• _ACTIVITY_:
Transcribe the records below exactly as they appear, omitting any pictures.

• _DATA_:
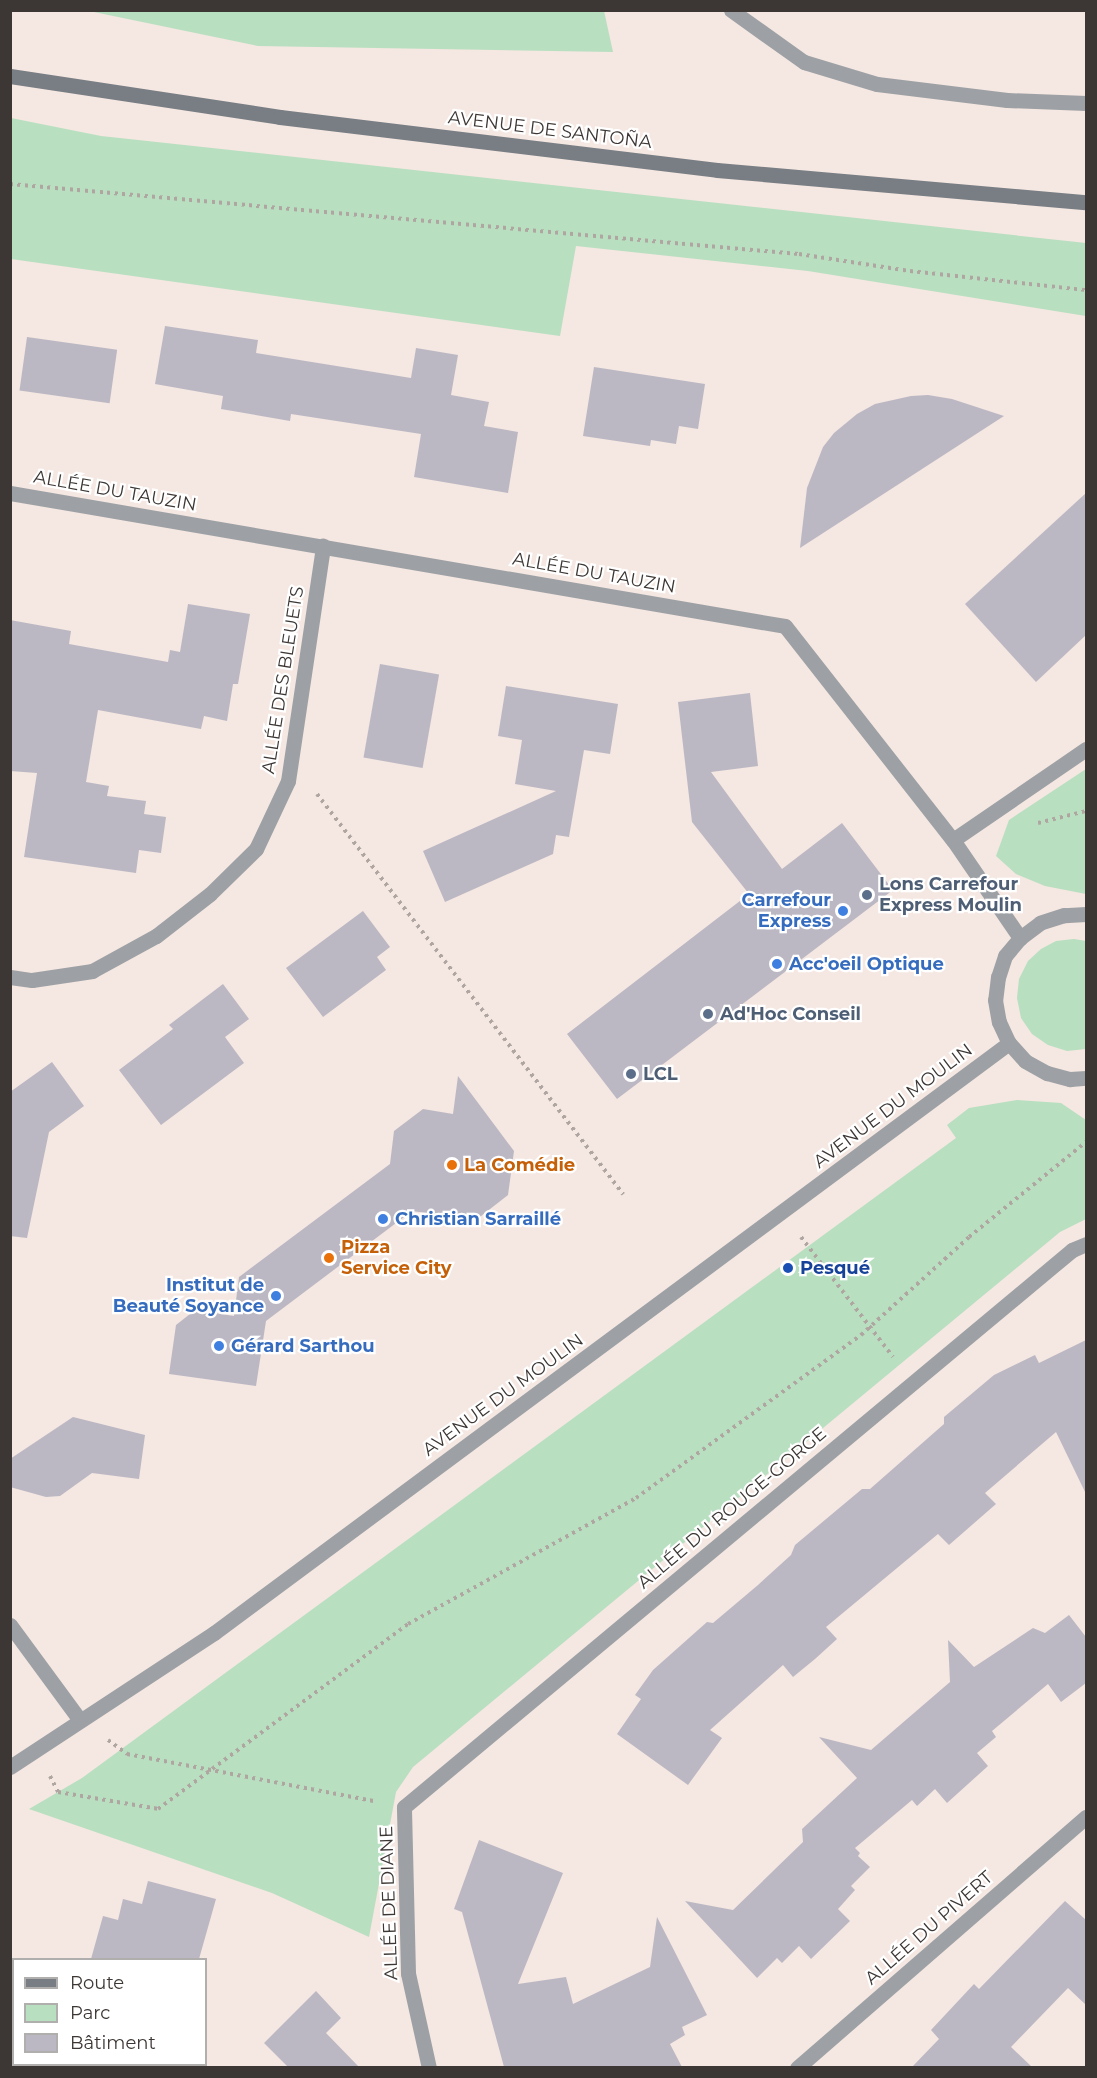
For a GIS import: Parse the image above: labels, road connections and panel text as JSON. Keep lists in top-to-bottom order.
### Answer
{
  "streets": {
    "main road": ["AVENUE DE SANTOÑA"],
    "street": [
      "ALLÉE DU TAUZIN",
      "ALLÉE DES BLEUETS",
      "AVENUE DU MOULIN",
      "ALLÉE DU ROUGE-GORGE",
      "ALLÉE DE DIANE",
      "ALLÉE DU PIVERT"
    ]
  },
  "crossings": [
    ["ALLÉE DU TAUZIN", "ALLÉE DES BLEUETS"],
    ["ALLÉE DU ROUGE-GORGE", "ALLÉE DE DIANE"]
  ],
  "places": [
    "Lons Carrefour Express Moulin",
    "Carrefour Express",
    "Acc'oeil Optique",
    "Ad'Hoc Conseil",
    "LCL",
    "La Comédie",
    "Christian Sarraillé",
    "Pizza Service City",
    "Pesqué",
    "Institut de Beauté Soyance",
    "Gérard Sarthou"
  ],
  "legend": ["Route", "Parc", "Bâtiment"]
}
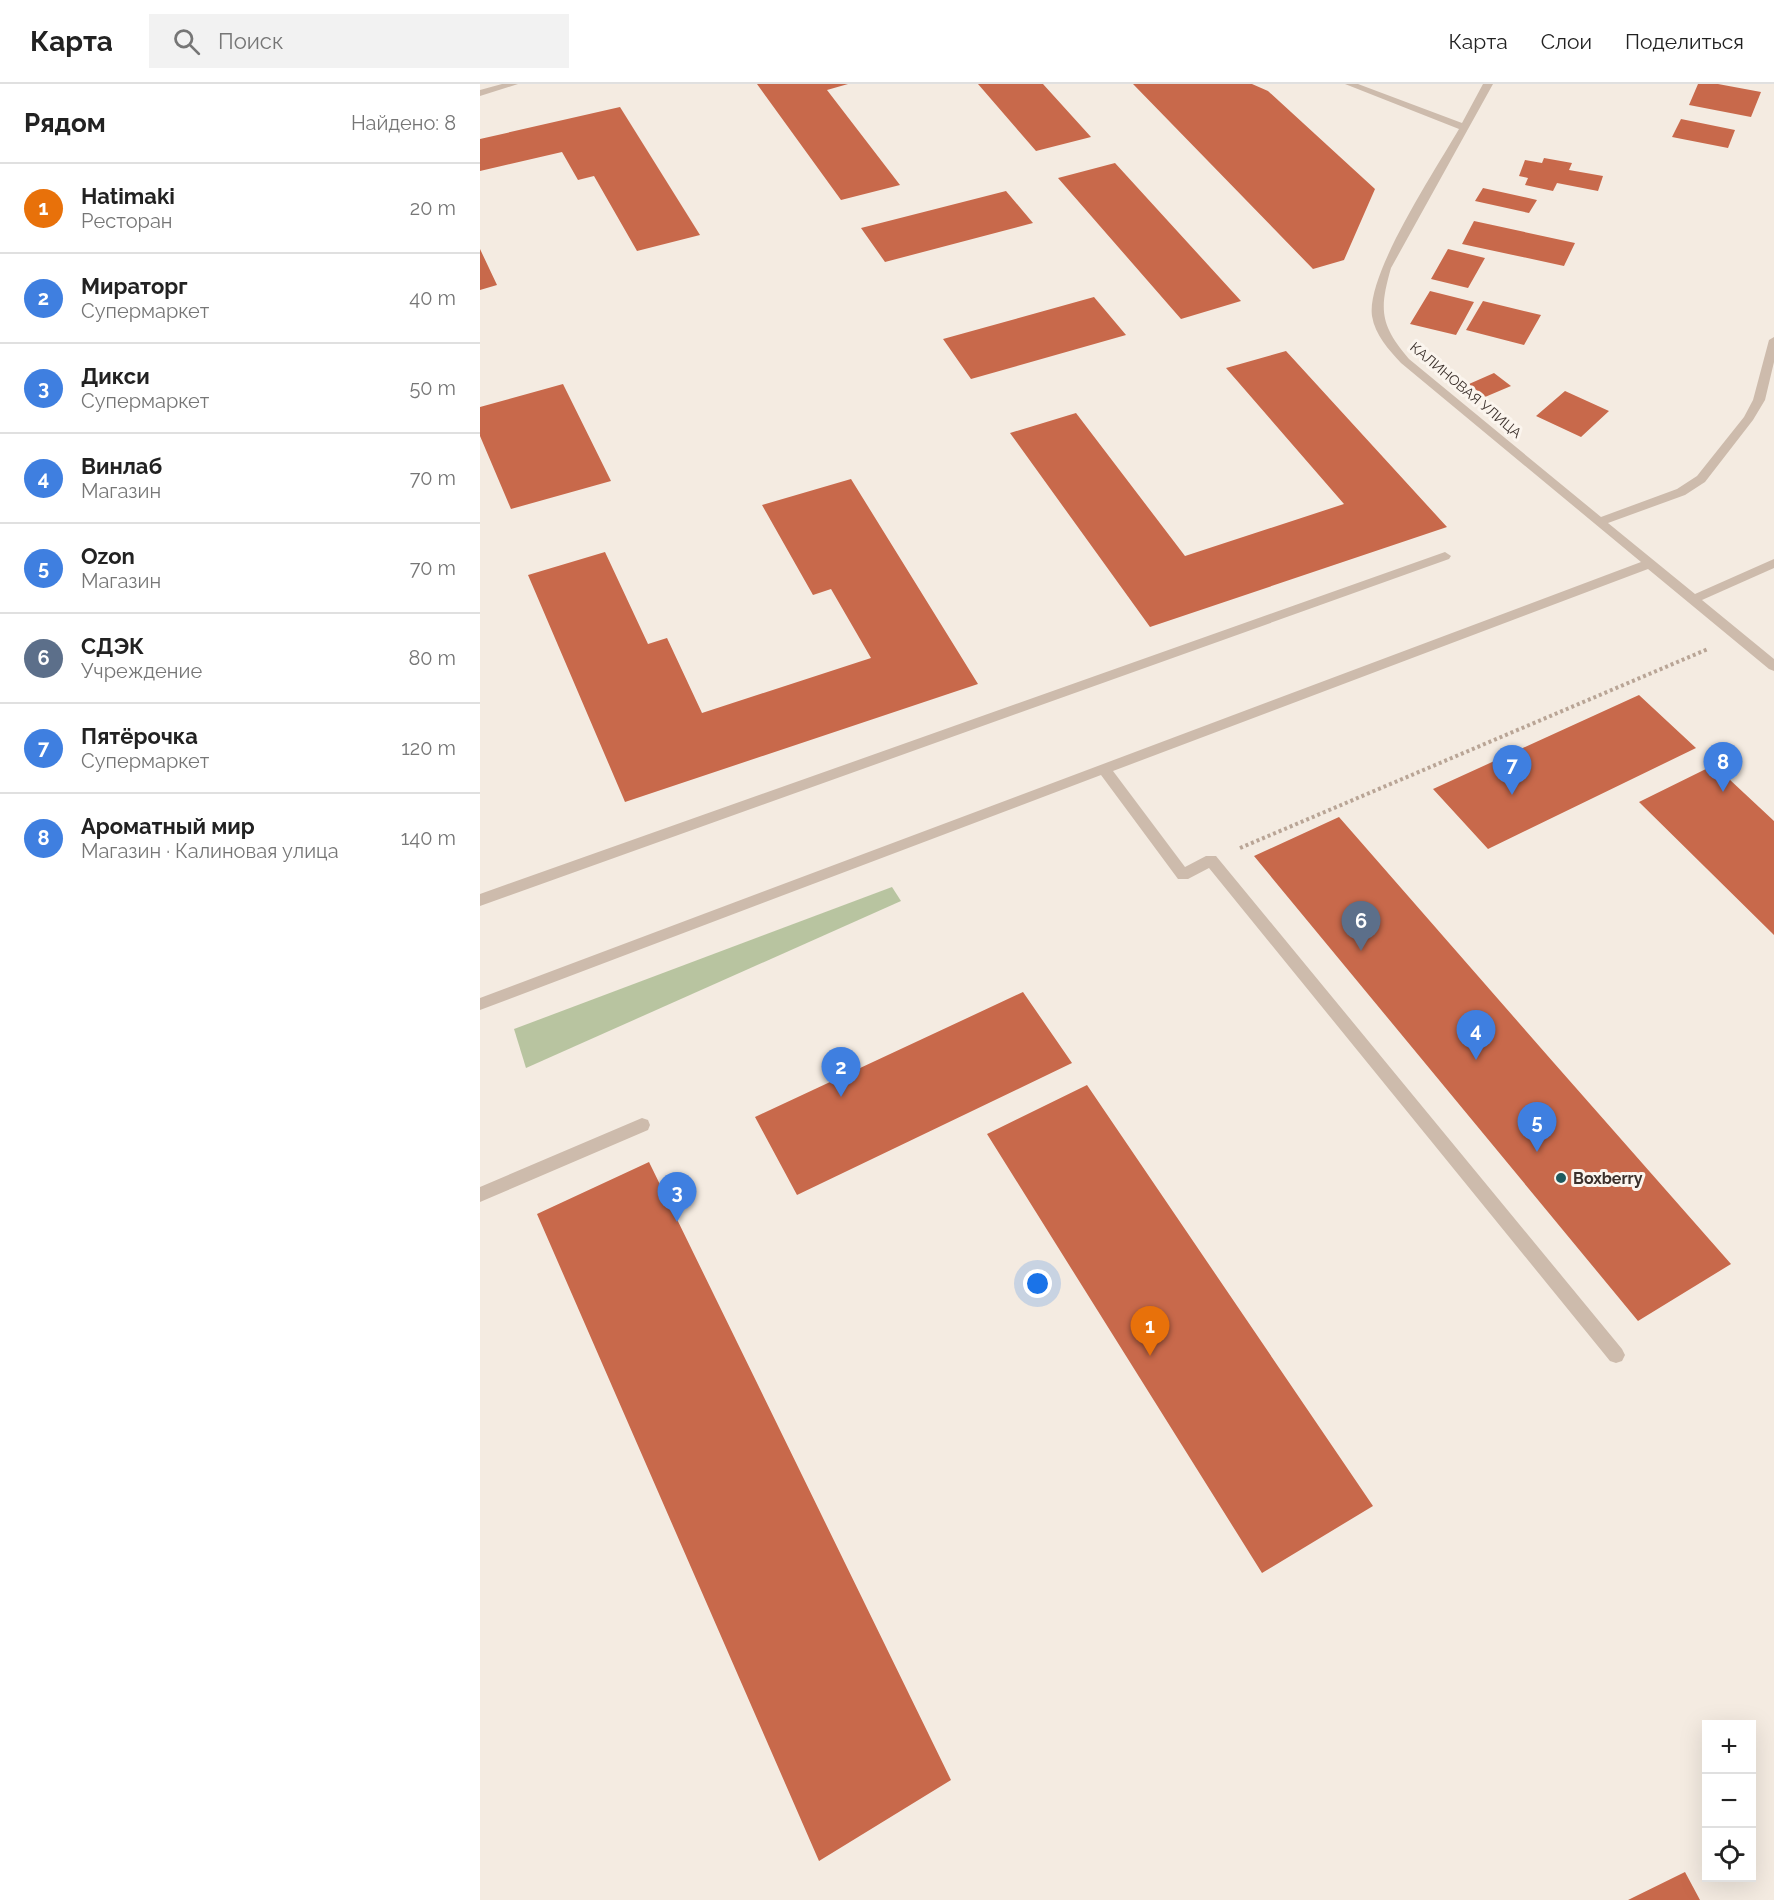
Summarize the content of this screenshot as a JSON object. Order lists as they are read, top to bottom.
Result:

• _EXERCISE RESPONSE_:
For a GIS import: Parse the image above: labels, road connections and panel text as JSON. Keep lists in top-to-bottom order.
### Answer
{
  "streets": {
    "main road": ["AVENUE DE SANTOÑA"],
    "street": [
      "ALLÉE DU TAUZIN",
      "ALLÉE DES BLEUETS",
      "AVENUE DU MOULIN",
      "ALLÉE DU ROUGE-GORGE",
      "ALLÉE DE DIANE",
      "ALLÉE DU PIVERT"
    ]
  },
  "crossings": [
    ["ALLÉE DU TAUZIN", "ALLÉE DES BLEUETS"],
    ["ALLÉE DU ROUGE-GORGE", "ALLÉE DE DIANE"]
  ],
  "places": [
    "Lons Carrefour Express Moulin",
    "Carrefour Express",
    "Acc'oeil Optique",
    "Ad'Hoc Conseil",
    "LCL",
    "La Comédie",
    "Christian Sarraillé",
    "Pizza Service City",
    "Pesqué",
    "Institut de Beauté Soyance",
    "Gérard Sarthou"
  ],
  "legend": ["Route", "Parc", "Bâtiment"]
}
Summarize the content of this screenshot as a JSON object. Order lists as they are read, top to bottom.
Result:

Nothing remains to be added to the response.